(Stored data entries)
========
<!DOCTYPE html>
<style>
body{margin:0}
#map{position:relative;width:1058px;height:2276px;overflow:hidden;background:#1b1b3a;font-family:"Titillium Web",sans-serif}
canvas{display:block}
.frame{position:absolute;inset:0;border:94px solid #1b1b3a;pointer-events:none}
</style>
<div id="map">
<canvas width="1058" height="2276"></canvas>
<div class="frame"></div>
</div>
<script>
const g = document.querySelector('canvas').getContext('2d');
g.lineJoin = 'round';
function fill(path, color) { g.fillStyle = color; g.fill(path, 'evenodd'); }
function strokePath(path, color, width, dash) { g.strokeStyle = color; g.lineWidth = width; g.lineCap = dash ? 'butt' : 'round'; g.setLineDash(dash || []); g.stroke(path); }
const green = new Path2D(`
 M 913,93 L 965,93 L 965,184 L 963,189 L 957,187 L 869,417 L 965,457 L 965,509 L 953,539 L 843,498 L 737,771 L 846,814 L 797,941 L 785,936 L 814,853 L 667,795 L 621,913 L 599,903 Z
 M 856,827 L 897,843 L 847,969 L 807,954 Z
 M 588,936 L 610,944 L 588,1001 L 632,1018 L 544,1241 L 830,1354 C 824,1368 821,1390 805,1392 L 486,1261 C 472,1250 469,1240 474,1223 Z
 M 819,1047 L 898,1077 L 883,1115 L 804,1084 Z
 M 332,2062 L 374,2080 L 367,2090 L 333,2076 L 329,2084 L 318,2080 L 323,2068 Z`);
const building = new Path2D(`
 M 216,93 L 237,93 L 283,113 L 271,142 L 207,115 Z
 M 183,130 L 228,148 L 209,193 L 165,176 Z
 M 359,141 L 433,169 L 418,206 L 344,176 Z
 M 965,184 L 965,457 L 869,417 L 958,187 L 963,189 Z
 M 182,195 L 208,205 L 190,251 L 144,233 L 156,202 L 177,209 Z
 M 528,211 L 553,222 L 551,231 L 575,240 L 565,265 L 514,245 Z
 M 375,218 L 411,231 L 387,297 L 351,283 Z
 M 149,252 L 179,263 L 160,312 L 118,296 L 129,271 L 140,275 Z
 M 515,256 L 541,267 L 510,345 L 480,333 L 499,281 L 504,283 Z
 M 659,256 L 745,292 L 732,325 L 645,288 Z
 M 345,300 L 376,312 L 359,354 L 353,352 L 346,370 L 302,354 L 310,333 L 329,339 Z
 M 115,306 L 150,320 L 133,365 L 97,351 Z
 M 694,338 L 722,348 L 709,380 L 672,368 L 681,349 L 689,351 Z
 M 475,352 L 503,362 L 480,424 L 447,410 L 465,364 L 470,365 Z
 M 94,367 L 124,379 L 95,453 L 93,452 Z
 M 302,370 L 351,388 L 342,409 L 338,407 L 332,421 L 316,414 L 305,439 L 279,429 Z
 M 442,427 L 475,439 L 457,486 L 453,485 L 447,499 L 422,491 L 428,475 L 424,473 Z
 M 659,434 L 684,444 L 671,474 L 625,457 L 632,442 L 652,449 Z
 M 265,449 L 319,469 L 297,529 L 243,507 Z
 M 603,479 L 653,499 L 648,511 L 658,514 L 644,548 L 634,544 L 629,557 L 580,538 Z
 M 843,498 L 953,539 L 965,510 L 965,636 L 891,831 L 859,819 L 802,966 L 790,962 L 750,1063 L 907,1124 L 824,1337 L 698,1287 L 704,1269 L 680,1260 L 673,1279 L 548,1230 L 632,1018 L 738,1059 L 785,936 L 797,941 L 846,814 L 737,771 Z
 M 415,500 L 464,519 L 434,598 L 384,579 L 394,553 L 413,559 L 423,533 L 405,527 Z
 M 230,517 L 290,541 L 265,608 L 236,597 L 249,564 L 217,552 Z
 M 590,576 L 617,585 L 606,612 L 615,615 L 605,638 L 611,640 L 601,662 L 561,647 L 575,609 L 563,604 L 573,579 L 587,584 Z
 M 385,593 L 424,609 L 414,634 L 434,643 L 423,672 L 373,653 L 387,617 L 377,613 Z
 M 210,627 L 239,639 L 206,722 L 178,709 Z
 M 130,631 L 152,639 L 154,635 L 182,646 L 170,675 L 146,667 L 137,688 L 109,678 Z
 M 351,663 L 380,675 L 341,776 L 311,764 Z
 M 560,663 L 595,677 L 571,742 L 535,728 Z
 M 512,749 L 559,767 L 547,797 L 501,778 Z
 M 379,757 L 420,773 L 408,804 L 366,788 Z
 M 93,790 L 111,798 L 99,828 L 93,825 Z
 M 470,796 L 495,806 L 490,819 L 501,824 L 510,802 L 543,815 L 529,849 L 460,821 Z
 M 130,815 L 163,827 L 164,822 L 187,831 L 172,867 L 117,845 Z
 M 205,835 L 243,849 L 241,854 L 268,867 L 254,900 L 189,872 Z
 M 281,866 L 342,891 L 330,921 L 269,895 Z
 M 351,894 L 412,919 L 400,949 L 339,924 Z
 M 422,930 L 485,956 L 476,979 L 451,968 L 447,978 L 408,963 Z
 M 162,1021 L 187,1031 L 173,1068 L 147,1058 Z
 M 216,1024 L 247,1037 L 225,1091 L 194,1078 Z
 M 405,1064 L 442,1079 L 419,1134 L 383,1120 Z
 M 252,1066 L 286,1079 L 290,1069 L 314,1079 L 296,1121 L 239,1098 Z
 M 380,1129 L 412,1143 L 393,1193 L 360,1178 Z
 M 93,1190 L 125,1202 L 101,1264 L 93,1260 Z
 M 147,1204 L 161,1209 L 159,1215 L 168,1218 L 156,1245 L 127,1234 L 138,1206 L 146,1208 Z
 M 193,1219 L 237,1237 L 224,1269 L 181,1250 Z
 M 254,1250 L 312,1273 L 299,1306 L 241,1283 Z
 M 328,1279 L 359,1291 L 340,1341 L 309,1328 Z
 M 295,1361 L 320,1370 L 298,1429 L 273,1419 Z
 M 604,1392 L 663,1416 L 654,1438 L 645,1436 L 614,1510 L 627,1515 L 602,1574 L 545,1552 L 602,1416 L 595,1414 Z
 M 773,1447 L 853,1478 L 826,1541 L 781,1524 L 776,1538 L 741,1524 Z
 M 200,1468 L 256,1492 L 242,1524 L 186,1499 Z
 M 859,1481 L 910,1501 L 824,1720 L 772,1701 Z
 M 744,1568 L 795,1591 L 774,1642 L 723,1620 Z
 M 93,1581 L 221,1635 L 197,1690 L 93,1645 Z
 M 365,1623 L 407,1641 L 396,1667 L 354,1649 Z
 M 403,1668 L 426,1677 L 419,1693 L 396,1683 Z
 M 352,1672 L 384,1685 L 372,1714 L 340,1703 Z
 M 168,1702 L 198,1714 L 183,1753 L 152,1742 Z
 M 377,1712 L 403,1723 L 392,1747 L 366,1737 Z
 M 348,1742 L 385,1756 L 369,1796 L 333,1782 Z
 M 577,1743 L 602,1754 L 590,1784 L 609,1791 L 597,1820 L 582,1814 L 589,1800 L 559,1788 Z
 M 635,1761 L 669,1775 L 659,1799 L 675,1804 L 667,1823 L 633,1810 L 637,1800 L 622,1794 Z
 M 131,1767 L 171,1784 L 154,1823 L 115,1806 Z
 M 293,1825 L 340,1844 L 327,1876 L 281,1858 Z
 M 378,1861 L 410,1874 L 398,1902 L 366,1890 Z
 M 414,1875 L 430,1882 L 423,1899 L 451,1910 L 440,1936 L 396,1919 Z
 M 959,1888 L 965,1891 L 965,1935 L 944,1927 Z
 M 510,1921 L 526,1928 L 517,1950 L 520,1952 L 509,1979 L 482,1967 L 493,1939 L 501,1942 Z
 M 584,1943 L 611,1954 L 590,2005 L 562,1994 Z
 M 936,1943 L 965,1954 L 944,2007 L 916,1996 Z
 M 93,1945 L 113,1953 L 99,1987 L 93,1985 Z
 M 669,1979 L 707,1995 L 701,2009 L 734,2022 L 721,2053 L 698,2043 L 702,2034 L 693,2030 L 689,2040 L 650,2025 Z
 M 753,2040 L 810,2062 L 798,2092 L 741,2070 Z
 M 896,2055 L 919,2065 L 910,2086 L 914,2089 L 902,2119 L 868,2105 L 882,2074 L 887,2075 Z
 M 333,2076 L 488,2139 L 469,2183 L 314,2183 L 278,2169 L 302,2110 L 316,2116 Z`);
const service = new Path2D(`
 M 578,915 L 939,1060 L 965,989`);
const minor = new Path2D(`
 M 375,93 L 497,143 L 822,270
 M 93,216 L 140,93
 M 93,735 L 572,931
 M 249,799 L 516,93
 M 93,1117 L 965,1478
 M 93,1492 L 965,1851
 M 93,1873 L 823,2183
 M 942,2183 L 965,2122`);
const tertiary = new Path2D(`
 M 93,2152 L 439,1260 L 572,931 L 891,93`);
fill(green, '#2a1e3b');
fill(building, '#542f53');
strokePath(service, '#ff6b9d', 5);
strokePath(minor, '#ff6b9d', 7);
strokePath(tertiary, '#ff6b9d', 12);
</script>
========
Task requirements → Reproduce the lines of the entries above from the one with "M 475,352 L" to the one with "M 442,427 L", both included, exactly and without any other line.

Solved problem →
 M 475,352 L 503,362 L 480,424 L 447,410 L 465,364 L 470,365 Z
 M 94,367 L 124,379 L 95,453 L 93,452 Z
 M 302,370 L 351,388 L 342,409 L 338,407 L 332,421 L 316,414 L 305,439 L 279,429 Z
 M 442,427 L 475,439 L 457,486 L 453,485 L 447,499 L 422,491 L 428,475 L 424,473 Z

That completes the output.